With ESPN’s 10-part series “The Last Dance” chronicling the Chicago Bulls’ 1997-98 season launching Sunday night and over the next five weeks, talk about Michael Jordan is all the rage right now. However, pondering Jordan’s place in the NBA hierarchy is nothing new. He’s one of the best players ever, obviously. Most people feel he’s the greatest. The only modern player who even enters the conversation is LeBron James.
When people compare LeBron and Jordan, the different eras in which they play(ed) is always a focal point. The general old-school sentiment is that it was harder to score in Jordan’s era because the defense was more physical and the game was slower, but a common counter to that is the athletes are better these days and Jordan, who shot just 32.7 percent from 3 for his career, wouldn’t thrive quite as much in 3-point heavy league.
Kevin Durant says nonsense to that. Speaking with Jay Williams on the ESPN show “The Boardroom,” Durant was asked where he thought Jordan would fit into today’s NBA hierarchy.
“He can adapt his game to anything,” Durant said. “He would fit in as the best player in the league. That’s what he would be. He would have more possessions to do more things. More space for M.J. to go to work. We’ll never know, but for sure he’s a masterful basketball player, and like we’ve been saying his skill level is unmatched.”

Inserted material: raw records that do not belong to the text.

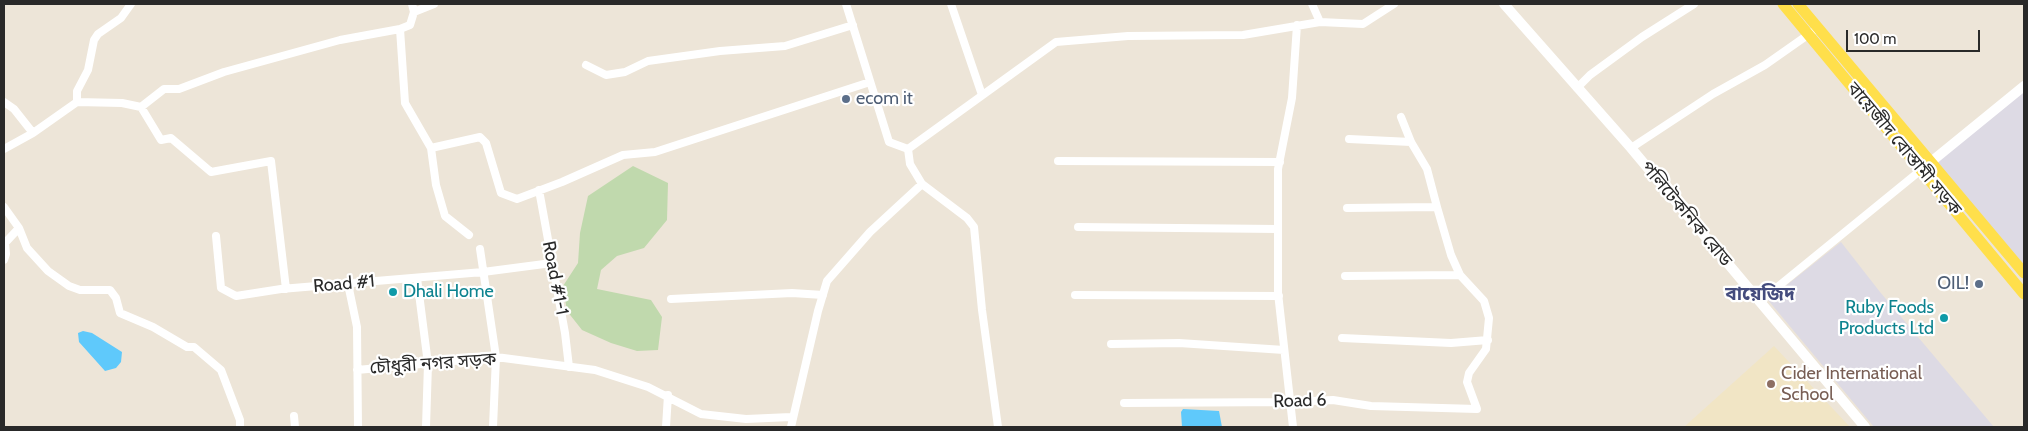 <!DOCTYPE html>
<meta charset="utf-8">
<style>
body{margin:0}
#map{position:relative;width:2028px;height:431px;overflow:hidden;background:#ede5d8;font-family:Cabin,sans-serif}
canvas{display:block}
.frame{position:absolute;inset:0;border:5px solid #292929;pointer-events:none}
.scale{position:absolute;left:1846px;top:30px;width:134px;height:22px;box-sizing:border-box;border:2px solid #292929;border-top:0;padding-left:6px;font-size:15px;line-height:18px;white-space:nowrap;color:#292929;-webkit-text-stroke:4px #fff;paint-order:stroke}
</style>
<div id="map">
<canvas width="2028" height="431"></canvas>
<div class="frame"></div>
<div class="scale">100 m</div>
</div>
<script>
const context = document.querySelector('canvas').getContext('2d');
context.lineJoin = 'round';
function fillPath(path, color) { context.fillStyle = color; context.fill(path, 'evenodd'); }
const shape = rows => new Path2D(rows.map(r => 'M' + r).join(''));
function stroke(path, color, width, dash) { context.strokeStyle = color; context.lineWidth = width; context.lineCap = dash ? 'butt' : 'round'; context.setLineDash(dash || []); context.stroke(path); }
function drawText(font, color, halo, rows, align = 'center') {
  context.font = font + ' Cabin,"Noto Sans Bengali",sans-serif'; context.lineWidth = 4.5; context.setLineDash([]); context.textBaseline = 'middle'; context.strokeStyle = halo; context.fillStyle = color; for (const [text, x, y, turn = 0] of rows) {
    context.save(); context.translate(x, y); context.rotate((+turn || 0) * Math.PI / 180); context.textAlign = isNaN(turn) ? turn : align; if (halo) context.strokeText(text, 0, 0); context.fillText(text, 0, 0); context.restore();
  }
}
fillPath(shape([
 [2024,90,2024,271,1935,159],
 [1841,242,1880,292,1994,427,1874,427,1768,300]
]), '#dddae4');
fillPath(shape([
 [1774,346,1850,427,1684,427]
]), '#f1e5c5');
fillPath(shape([
 [633,166,668,183,667,220,644,248,617,256,601,270,597,289,651,300,662,317,658,350,637,351,611,343,582,330,567,311,563,286,578,263,580,233,588,196]
]), '#c0d9ad');
fillPath(shape([
 [83,331,92,333,122,352,121,362,116,368,105,371,79,342,78,333],
 [1183,409,1219,411,1222,427,1182,427,1181,412]
]), '#5fc9fb');
stroke(shape([
 [846,4,889,142,908,149],
 [951,4,982,95],
 [1312,4,1320,22],
 [414,12,434,4],
 [400,29,405,103,431,148,436,185,445,216,469,235],
 [586,65,606,75,625,72,648,61,720,51,785,46,853,25],
 [1577,88,1590,75,1642,37,1694,4],
 [4,102,14,109,33,133,77,102,122,103,141,107,164,89,179,89,224,72,340,40,400,29,410,25,414,12,412,4],
 [77,102,77,91,88,70,94,40,98,34,121,18,131,4],
 [141,107,161,140,171,138,211,172,271,161,286,289],
 [1401,117,1411,142,1427,169,1437,207],
 [1349,139,1411,142],
 [431,148,480,137,486,143,501,193,517,199,562,182,623,155,655,152,870,82],
 [1631,148,1713,94,1765,65,1812,32],
 [4,149,33,133],
 [1058,161,1280,162],
 [539,190,565,333,569,367],
 [4,207,19,228,5,243,6,254,4,260],
 [1078,227,1278,229],
 [19,228,27,248,48,271,69,286,80,290,110,290,116,298,120,313,153,327,187,347,194,347,221,370,240,420,240,427],
 [216,236,221,288,236,296,281,289,483,272,552,263],
 [480,249,496,357,493,427],
 [1345,276,1460,275],
 [417,278,428,364,426,427],
 [348,284,357,327,358,427],
 [1075,295,1279,296],
 [671,299,792,293,823,295],
 [1759,302,1921,170],
 [1342,338,1451,343,1488,340],
 [1111,344,1179,343,1284,350],
 [357,370,496,357,595,370,648,387,701,414,746,419,791,417],
 [1124,403,1290,402,1333,400,1371,406,1477,409,1467,382,1469,373,1486,349,1489,318,1484,301,1460,275,1451,255,1437,207,1347,208],
 [294,416,295,427],
 [666,427,668,395],
 [791,427,818,311,827,281,870,232,922,184],
 [998,427,982,310,974,227,967,218,922,184,910,164,908,149,1056,42,1128,36,1243,35,1320,22,1363,24,1394,4],
 [1293,427,1278,293,1278,169,1292,98,1297,25]
]), '#fff', 8);
stroke(shape([
 [1504,4,1631,148,1865,427],
 [1921,170,2024,86]
]), '#fff', 10);
stroke(shape([
 [1783,4,2024,294],
 [1798,4,2024,273]
]), '#ffdf4b', 11);
for (const [x, y, r, color] of [
 [846,99,5,"#5c6f8a"],
 [1979,284,5,"#5c6f8a"],
 [393,292,5,"#0f9aa8"],
 [1944,318,5,"#0f9aa8"],
 [1771,384,5,"#8d6e63"]
]) { const dot = new Path2D(); dot.arc(x, y, r, 0, 2 * Math.PI); context.fillStyle = color; context.fill(dot); stroke(dot, '#fff', 2); }
drawText('18px', '#4e5e75', '#fff', [
 ["ecom it",856,99],
 ["OIL!",1969,284,"right"]
], 'left');
drawText('18px', '#292929', '#fff', [
 ["বায়েজীদ বোস্তামী সড়ক",1904,149,50],
 ["পলিটেকনিক রোড",1686,214,50],
 ["Road #1-1",555,278,79],
 ["Road #1",344,284,-5],
 ["চৌধুরী নগর সড়ক",433,364,-4],
 ["Road 6",1300,401,-2]
]);
drawText('18px', '#0d838f', '#fff', [
 ["Dhali Home",403,292],
 ["Ruby Foods",1934,308,"right"],
 ["Products Ltd",1934,329,"right"]
], 'left');
drawText('18px', '#785e54', '#fff', [
 ["Cider International",1781,374],
 ["School",1781,395]
], 'left');
drawText('bold 19px', '#444c7e', '#fff', [
 ["বায়েজিদ",1760,294]
]);
</script>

You can watch Durant’s full interview below. The guy has such a smart basketball mind.
As to Durant’s claim that Jordan would slot as the best player in today’s game just as he did in the 90s, it’s hard to argue. You can’t take a player from one era and assume he would play the same in another era. If LeBron had to play in the 90s, he might have developed a dominant post game much sooner in his career and relied on it more heavily.
Similarly, Jordan would’ve had to become a better 3-point shooter, and you think one of the hardest-working, most competitive and driven athletes we’ve ever seen wouldn’t have done that? To Durant’s point, there isn’t a skill in the book that Jordan lacked. He just, perhaps, would’ve had to shift his focus a bit.
Durant’s point about increased space and possessions of today’s game is also an astute one. Jordan was impossible to defend one-on-one, even with, for the most part, minimally dangerous 3-point shooters surrounding him. Nowadays, just about every player is a threat to make a 3, and as such, helping off of them is a more dicey proposition.
Also, the illegal defense rules have changed. Big men can’t just camp out in the paint to protect the rim. Space the floor, and Jordan would be coasting to the rim when compared against the paint punishment he had to endure in his day. And when defenders did challenge him, he would live at the free-throw line in the modern game. He’d be something close to James Harden with a far more versatile offensive repertoire, and that’s before you factor in Jordan’s world-class defense.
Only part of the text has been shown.